### PROBLEM STATEMENT
When you write the records again, keep every line exactly as it was.

Saved entries:

*** Begin section ***

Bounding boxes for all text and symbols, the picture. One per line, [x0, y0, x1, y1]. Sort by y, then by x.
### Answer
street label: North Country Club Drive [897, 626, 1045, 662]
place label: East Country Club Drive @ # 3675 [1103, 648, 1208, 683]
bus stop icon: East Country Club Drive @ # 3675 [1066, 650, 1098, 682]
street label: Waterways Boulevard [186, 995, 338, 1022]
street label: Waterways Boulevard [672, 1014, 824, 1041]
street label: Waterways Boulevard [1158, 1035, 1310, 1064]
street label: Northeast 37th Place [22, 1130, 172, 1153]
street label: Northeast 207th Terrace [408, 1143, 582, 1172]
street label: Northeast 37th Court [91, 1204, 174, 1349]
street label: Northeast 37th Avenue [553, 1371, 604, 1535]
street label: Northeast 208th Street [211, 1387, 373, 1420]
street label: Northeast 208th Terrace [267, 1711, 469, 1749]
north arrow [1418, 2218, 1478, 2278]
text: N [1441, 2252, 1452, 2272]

*** End section ***

### EXERCISE RESULT
Bounding boxes for all text and symbols, the picture. One per line, [x0, y0, x1, y1]. Sort by y, then by x.
### Answer
street label: North Country Club Drive [897, 626, 1045, 662]
place label: East Country Club Drive @ # 3675 [1103, 648, 1208, 683]
bus stop icon: East Country Club Drive @ # 3675 [1066, 650, 1098, 682]
street label: Waterways Boulevard [186, 995, 338, 1022]
street label: Waterways Boulevard [672, 1014, 824, 1041]
street label: Waterways Boulevard [1158, 1035, 1310, 1064]
street label: Northeast 37th Place [22, 1130, 172, 1153]
street label: Northeast 207th Terrace [408, 1143, 582, 1172]
street label: Northeast 37th Court [91, 1204, 174, 1349]
street label: Northeast 37th Avenue [553, 1371, 604, 1535]
street label: Northeast 208th Street [211, 1387, 373, 1420]
street label: Northeast 208th Terrace [267, 1711, 469, 1749]
north arrow [1418, 2218, 1478, 2278]
text: N [1441, 2252, 1452, 2272]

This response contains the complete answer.